Eine weitere Erkrankung, die bei uns "vor der Tür steht" und jederzeit eingeschleppt werden kann, ist die "Pest der kleinen Wiederkäuer".

Im Bereich der Kleintiere scheint der Tourismus und der Import von Hunden und Katzen aus den südlichen Ländern nach Deutschland dazu zu führen, dass Erkrankungen wie die Babesiose und Leishmaniose in Deutschland vermehrt auftreten.

3. Seuchenerregeretablierung in einem neuen Vektor

Es gibt Krankheitserreger, die sich nicht direkt von Tier zu Tier verbreiten, sondern die für die Verbreitung einen Überträger (Vektor), wie zum Beispiel Mücken oder Zecken, benötigen.

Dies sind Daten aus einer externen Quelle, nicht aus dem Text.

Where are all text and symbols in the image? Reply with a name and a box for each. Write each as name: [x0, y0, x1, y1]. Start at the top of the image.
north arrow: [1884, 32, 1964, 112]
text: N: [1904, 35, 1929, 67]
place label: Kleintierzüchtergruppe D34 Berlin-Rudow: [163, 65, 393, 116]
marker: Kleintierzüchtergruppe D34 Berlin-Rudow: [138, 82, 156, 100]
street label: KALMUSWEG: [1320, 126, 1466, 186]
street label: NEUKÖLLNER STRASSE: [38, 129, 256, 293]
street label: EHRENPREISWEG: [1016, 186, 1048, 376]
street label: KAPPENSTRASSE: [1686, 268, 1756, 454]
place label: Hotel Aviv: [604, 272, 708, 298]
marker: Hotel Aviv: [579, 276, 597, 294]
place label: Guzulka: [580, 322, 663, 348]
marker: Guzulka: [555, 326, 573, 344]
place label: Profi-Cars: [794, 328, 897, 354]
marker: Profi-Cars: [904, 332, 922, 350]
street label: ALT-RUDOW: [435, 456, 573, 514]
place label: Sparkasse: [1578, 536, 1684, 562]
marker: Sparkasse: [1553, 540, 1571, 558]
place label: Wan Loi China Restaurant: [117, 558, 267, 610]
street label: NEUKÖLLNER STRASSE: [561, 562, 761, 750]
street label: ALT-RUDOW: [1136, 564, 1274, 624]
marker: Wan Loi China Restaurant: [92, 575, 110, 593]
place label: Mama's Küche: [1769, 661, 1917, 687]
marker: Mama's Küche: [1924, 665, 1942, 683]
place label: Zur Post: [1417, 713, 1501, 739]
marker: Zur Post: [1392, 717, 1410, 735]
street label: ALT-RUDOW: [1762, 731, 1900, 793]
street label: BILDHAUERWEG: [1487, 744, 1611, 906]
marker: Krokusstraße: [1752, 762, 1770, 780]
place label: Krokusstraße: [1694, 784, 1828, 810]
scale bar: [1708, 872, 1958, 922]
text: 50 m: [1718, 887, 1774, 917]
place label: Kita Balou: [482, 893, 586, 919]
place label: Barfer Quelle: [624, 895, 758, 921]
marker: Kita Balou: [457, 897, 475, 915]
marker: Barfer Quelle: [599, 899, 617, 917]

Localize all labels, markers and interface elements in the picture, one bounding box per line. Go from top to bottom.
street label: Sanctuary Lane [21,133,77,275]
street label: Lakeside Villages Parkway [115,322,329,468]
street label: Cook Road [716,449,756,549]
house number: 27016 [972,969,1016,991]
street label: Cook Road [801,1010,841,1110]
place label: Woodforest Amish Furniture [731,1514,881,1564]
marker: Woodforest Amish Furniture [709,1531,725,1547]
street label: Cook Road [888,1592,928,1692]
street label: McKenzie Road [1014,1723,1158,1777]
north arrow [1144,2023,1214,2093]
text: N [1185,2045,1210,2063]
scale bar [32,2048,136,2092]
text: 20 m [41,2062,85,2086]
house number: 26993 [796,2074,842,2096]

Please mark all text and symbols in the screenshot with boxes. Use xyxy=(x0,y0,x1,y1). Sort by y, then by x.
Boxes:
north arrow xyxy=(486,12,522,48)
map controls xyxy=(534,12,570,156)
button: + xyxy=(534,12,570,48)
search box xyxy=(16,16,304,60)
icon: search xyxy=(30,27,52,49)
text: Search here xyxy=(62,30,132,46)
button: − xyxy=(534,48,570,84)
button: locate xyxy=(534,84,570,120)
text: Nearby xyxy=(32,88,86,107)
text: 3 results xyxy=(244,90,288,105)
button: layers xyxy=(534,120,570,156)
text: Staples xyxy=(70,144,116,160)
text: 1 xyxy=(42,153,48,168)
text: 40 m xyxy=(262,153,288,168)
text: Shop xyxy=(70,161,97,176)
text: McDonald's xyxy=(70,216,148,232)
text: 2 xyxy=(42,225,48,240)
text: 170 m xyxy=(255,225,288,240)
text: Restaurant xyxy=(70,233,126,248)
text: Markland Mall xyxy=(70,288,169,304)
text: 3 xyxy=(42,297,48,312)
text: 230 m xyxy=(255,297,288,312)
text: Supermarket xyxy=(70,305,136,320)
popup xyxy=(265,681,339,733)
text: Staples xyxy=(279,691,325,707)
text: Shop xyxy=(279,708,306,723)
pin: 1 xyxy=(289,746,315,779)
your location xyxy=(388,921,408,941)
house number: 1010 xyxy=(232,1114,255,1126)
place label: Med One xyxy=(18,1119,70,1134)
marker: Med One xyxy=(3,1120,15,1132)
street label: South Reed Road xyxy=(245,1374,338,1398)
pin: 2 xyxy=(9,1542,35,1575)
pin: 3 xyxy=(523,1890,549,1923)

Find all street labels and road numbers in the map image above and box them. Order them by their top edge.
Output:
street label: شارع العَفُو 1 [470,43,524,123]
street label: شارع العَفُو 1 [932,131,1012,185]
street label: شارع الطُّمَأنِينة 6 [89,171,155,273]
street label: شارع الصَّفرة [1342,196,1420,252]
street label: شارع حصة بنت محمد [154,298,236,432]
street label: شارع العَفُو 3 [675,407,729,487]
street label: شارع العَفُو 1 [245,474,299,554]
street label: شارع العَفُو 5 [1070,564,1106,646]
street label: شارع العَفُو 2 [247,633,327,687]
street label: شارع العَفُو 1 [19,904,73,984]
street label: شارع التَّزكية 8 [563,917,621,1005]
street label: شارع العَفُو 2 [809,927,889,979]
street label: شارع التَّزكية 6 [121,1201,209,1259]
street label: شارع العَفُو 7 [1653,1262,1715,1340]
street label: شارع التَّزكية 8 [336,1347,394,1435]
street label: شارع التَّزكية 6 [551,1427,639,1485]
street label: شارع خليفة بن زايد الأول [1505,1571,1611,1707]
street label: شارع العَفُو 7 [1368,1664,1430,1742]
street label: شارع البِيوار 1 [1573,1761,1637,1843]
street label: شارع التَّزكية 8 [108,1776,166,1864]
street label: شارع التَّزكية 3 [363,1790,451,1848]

Dieses trifft unter anderem auf die Blauzungenkrankheit, West-Nil-Fieber, Afrikanische Pferdepest (African Horse Sickness), Borrelliose, Babesiose oder Leishmaniose zu. Findet der Krankheitserreger neue kompetente Vektoren, so erschließt er sich auch das zu diesem Vektor gehörende Verbreitungsgebiet als neues potentielles "Seuchengebiet". Dieses kann an der Ausbreitung der Blauzungenerkrankung verdeutlicht werden: Das Blauzungenvirus war lange Zeit primär auf dem afrikanischen Kontinent heimisch, da es für die Verbreitung die Gnitze C. imicola benötigte. Aufgrund des Verbreitungsgebietes dieser Gnitze hätte sich das Virus nicht in Nordeuropa etablieren dürfen. (s. Abbildung 1). Die Verbreitung der Blauzungenerkrankung in Nordeuropa in den Jahren 2007 – 2009 zeigt jedoch, dass das Virus mit C. obsoletus einen neuen kompetenten Vektor und somit auch ein neues Ausbreitungsgebiet gefunden hat. Da der Erreger auf diese Weise auf Tiere trifft, die sich noch niemals mit diesem Erreger auseinandersetzen und somit keinerlei Abwehrstoffe gegen diesen Erreger bilden konnte, ist die Erkrankungsintensität besonders hoch.

Blauzungenfälle in Deutschland

Die Tatsache, dass sich das Blauzungenvirus nicht mehr nur über C. imicola, sondern jetzt auch über die C. obsoletus-Gruppe verbreiten kann, bekommt auch in Hinsicht auf eine andere gefährliche Seuche, der Afrikanischen Pferdepest, eine besondere Bedeutung. Denn das Virus der Afrikanischen Pferdepest hat ebenfalls C. imicola als Hauptvektor. Es wurde zwischenzeitlich jedoch auch schon aus C. obsoletus isoliert. Sollte das Virus über C. obsoletus nach Nordeuropa eingeschleppt werden, so hätte das verheerende Folgen für die hiesigen Pferdebestände. Denn die Region Niederlande, Belgien, Nordrhein-Westfalen und Niedersachsen stellen zusammen wohl die pferdereichste Region der Welt dar, so dass das Virus bei einer Einschleppung auf viele vollempfängliche Tiere treffen würde.

Die Kombination der eben beschriebenen Möglichkeiten, weshalb sich Erreger bzw. Erkrankungen in Bereichen ausbreiten, die bisher als davon frei galten, macht deutlich, dass eine Vorhersage ob und wann eine Tierseuche in bestimmten Bereichen auftreten könnte, kaum möglich ist.

Während sich die Klimaveränderung sicherlich langsam vollziehen wird, bringt uns insbesondere die Globalisierung mit der damit verbundenen Erregerverschleppung in der Kombination mit der Möglichkeit, dass der Erreger einen neuen, dort einheimischen Vektor findet, in die Situation, dass wir stets auch in unseren Breitengraden mit "exotischen" Tierseuchen rechnen müssen.

Aufgrund dieser Tatsache ist der verantwortungsvolle Umgang mit potentiellen Trägern von Tierseuchenerregern Pflicht. Dieses ist nicht nur beim Handel mit Tieren, sondern ebenso bei der Einfuhr Lebensmitteln (auch die mitgebrachte Wurst aus dem Auslandsurlaub) oder beim Mitbringen von Hunden oder Katzen aus dem Ausland zu beachten.